__What is needed__.
Only one stretch of the listing below is wanted. Give it again exactly, from the line with "font-size:26px; font-style:normal; color:var(--muted)" through the line with "position:relative; flex:none; width:1621px;".

--- Provided data ---

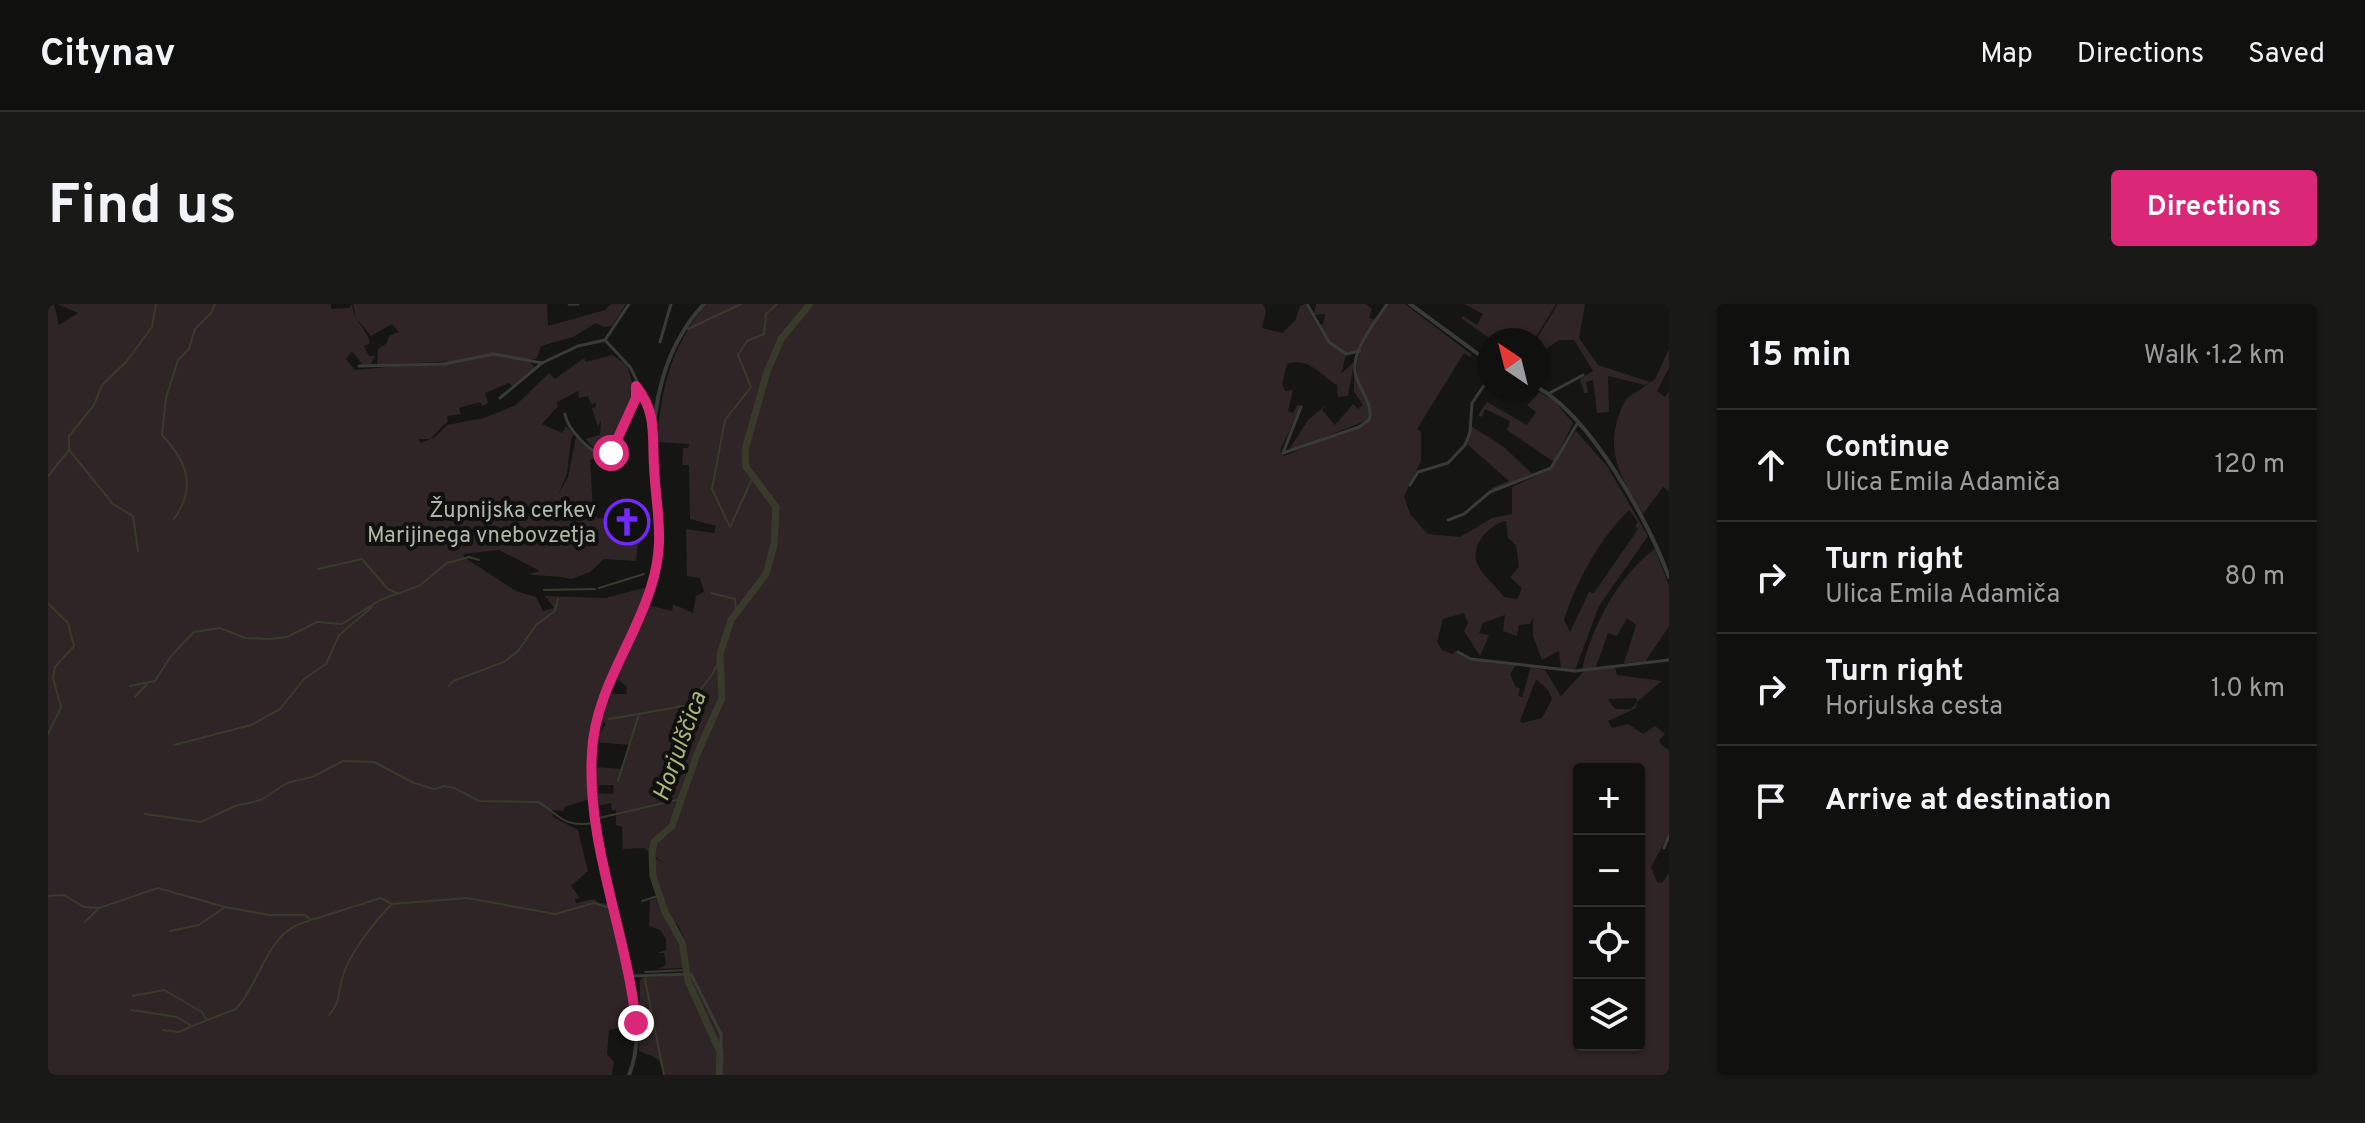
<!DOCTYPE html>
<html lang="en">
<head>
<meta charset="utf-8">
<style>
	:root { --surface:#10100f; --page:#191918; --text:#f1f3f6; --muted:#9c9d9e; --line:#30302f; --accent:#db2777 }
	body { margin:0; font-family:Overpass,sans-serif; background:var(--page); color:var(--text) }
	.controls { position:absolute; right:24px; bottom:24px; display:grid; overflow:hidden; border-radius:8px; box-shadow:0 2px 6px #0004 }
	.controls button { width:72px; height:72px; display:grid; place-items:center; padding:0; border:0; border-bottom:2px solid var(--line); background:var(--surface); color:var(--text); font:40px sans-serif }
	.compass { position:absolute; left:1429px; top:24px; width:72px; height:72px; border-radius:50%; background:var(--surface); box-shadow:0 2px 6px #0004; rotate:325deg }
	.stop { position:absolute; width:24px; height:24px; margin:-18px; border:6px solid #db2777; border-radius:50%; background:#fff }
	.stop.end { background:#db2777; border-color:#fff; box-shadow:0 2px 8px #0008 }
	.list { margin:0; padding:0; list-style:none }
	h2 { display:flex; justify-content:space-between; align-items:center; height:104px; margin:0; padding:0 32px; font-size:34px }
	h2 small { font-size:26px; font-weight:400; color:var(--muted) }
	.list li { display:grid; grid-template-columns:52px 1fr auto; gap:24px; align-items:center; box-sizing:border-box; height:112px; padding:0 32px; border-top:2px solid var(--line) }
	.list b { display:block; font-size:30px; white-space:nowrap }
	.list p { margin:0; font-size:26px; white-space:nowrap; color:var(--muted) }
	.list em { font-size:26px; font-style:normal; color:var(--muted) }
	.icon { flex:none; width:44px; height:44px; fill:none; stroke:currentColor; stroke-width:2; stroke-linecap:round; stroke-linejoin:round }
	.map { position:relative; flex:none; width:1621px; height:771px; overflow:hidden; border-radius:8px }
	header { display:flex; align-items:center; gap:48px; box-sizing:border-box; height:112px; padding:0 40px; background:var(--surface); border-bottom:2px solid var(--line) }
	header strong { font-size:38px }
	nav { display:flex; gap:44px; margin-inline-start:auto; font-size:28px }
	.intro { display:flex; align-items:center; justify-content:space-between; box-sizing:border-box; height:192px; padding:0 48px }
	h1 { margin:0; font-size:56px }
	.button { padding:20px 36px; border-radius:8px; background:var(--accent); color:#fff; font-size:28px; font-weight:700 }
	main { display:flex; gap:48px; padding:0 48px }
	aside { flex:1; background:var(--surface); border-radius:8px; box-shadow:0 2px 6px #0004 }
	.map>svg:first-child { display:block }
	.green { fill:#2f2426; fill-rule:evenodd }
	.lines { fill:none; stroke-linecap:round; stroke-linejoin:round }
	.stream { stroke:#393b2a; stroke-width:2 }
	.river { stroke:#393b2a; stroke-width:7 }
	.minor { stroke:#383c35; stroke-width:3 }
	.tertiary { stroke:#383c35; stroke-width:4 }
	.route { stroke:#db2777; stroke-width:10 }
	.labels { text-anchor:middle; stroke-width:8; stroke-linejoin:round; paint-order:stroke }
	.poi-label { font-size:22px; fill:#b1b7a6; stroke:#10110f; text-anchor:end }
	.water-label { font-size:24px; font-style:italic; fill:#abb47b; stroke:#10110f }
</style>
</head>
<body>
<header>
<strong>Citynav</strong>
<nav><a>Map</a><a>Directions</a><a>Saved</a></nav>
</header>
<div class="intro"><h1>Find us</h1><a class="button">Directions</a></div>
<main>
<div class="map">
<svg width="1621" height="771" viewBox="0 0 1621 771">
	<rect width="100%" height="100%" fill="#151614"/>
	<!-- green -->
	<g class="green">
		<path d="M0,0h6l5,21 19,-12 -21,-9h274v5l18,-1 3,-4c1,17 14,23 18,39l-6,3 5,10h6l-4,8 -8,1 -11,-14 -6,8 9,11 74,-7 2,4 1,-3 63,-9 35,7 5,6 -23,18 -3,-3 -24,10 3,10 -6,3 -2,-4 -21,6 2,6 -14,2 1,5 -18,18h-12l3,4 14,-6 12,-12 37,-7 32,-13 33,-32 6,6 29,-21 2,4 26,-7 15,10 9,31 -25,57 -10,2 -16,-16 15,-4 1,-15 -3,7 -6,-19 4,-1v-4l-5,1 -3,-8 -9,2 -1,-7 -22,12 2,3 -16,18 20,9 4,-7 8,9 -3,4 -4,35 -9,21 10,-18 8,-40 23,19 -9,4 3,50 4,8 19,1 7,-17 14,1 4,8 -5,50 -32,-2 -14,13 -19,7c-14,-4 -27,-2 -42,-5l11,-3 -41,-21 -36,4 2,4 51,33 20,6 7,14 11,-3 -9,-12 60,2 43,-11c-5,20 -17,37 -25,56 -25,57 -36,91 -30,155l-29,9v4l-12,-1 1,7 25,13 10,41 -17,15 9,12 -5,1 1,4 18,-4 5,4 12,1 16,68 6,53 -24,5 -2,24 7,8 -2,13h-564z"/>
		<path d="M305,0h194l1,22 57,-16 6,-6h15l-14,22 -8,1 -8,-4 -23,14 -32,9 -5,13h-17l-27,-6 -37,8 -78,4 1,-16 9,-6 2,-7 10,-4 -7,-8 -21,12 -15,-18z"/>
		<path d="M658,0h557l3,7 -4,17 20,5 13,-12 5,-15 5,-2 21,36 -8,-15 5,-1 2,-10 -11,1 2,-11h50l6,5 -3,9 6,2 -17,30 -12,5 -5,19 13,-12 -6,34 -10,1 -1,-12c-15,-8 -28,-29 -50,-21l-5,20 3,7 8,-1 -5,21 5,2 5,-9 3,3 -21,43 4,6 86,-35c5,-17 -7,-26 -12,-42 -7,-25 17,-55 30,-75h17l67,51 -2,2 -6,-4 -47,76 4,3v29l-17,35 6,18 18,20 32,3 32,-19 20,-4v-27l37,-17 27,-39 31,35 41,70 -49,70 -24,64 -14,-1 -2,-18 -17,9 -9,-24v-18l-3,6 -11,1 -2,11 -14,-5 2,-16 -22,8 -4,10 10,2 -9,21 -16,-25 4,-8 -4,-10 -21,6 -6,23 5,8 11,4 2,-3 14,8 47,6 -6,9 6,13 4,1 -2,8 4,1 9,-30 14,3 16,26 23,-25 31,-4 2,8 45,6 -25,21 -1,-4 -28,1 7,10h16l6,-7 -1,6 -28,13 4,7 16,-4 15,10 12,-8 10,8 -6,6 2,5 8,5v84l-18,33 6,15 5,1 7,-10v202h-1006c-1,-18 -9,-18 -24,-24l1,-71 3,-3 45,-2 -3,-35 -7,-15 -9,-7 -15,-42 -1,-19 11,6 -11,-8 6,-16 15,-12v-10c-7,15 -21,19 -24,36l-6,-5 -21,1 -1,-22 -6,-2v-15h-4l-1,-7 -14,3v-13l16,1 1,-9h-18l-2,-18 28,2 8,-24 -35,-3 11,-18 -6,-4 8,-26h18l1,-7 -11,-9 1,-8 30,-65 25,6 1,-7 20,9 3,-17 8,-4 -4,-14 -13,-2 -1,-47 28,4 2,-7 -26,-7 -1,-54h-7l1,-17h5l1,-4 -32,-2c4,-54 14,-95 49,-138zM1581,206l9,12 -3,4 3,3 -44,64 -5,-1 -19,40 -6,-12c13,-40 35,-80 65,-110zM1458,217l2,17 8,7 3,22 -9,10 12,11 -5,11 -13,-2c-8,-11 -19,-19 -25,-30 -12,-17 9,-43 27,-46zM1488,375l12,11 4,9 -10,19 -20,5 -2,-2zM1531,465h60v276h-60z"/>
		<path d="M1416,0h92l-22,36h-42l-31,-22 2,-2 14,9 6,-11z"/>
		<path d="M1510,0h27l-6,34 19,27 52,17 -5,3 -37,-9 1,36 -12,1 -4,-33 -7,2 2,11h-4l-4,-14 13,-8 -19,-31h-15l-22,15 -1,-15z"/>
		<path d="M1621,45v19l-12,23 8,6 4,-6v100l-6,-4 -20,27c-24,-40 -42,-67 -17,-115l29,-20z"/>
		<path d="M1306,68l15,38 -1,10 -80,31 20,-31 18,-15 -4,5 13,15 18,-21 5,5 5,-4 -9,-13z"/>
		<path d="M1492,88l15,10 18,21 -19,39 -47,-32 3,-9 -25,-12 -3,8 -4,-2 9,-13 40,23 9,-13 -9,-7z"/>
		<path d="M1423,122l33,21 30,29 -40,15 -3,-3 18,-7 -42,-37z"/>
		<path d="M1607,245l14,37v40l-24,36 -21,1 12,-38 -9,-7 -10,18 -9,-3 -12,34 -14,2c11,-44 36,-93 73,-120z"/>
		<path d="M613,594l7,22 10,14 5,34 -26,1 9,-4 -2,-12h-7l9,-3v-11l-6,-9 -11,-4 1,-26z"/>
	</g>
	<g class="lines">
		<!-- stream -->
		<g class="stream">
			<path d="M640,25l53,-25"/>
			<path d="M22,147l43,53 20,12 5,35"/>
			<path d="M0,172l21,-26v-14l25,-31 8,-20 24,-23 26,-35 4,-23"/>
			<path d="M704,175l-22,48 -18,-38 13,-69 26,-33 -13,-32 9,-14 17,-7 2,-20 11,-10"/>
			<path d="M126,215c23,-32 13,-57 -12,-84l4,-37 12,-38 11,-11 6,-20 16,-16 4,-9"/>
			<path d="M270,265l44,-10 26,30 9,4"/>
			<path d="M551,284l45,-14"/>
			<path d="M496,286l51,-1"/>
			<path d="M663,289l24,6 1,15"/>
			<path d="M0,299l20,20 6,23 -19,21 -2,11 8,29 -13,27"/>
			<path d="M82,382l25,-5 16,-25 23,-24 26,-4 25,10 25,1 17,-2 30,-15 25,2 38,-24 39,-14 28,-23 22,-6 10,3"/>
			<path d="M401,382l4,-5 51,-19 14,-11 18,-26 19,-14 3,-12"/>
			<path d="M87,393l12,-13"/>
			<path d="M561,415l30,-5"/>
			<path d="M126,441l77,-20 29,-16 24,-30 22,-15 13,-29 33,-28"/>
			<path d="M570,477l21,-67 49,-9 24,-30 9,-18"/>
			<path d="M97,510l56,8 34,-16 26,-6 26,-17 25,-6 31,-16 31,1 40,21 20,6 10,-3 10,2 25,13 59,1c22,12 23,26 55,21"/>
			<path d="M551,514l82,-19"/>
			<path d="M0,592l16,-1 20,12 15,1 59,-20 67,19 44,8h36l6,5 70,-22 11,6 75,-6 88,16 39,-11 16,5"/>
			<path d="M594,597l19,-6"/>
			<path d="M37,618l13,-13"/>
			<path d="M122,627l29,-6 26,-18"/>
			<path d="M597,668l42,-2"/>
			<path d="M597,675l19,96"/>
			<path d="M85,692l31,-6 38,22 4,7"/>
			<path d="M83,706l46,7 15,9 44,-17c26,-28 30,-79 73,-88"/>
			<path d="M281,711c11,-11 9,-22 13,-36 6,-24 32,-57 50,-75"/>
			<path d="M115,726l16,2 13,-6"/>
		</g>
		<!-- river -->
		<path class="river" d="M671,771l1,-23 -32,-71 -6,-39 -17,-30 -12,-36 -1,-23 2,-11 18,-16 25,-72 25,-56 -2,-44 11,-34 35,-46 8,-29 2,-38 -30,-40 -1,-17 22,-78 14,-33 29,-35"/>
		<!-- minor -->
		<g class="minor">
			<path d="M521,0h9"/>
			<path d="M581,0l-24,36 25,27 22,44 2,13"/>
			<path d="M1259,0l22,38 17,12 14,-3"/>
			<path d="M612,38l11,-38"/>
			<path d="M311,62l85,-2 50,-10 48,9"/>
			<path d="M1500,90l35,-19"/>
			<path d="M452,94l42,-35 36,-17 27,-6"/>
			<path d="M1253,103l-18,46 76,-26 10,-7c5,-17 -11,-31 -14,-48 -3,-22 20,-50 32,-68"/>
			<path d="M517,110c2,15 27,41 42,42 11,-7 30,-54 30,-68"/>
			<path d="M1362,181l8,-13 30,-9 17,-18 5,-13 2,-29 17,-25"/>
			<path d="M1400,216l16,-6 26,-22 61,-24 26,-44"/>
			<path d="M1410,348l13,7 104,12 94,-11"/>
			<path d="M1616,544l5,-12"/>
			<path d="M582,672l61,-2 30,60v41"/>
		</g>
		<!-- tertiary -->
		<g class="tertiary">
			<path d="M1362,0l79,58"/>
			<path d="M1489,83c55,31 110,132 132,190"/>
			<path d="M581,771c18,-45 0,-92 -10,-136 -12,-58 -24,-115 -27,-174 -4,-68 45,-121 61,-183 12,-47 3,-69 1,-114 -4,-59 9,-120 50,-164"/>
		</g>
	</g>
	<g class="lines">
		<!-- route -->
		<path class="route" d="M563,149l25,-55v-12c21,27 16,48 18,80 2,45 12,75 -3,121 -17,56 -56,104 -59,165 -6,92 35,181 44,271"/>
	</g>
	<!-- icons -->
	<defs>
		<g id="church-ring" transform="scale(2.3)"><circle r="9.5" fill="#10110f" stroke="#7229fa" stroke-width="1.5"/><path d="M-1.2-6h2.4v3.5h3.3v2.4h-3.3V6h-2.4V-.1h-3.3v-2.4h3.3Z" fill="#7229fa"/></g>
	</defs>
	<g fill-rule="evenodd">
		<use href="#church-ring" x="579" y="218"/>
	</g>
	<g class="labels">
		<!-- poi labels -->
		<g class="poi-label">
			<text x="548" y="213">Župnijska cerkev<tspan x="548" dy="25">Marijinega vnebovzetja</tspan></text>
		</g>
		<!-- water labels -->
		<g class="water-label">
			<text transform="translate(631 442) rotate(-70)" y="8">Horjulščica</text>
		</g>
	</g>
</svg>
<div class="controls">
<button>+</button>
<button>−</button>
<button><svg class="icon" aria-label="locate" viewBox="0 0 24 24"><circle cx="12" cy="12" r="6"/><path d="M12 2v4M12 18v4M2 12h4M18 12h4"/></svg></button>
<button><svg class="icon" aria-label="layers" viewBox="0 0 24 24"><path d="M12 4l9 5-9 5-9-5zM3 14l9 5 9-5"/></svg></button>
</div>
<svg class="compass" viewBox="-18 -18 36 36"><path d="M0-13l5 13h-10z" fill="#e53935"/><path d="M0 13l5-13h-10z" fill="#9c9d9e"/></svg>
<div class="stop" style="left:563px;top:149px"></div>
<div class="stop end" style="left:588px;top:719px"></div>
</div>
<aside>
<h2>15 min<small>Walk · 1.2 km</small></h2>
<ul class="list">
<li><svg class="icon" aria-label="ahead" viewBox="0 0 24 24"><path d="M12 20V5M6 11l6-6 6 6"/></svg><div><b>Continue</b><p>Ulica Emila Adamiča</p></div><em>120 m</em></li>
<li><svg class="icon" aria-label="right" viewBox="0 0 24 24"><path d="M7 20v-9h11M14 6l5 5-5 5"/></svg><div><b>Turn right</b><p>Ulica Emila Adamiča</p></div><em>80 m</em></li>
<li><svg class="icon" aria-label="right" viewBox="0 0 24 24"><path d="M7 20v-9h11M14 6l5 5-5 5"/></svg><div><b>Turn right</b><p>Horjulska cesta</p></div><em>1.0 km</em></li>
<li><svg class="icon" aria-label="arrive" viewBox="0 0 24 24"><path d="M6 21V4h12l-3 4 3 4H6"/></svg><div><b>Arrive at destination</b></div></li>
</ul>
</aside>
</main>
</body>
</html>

---

__Output for this exercise__.
	.list em { font-size:26px; font-style:normal; color:var(--muted) }
	.icon { flex:none; width:44px; height:44px; fill:none; stroke:currentColor; stroke-width:2; stroke-linecap:round; stroke-linejoin:round }
	.map { position:relative; flex:none; width:1621px; height:771px; overflow:hidden; border-radius:8px }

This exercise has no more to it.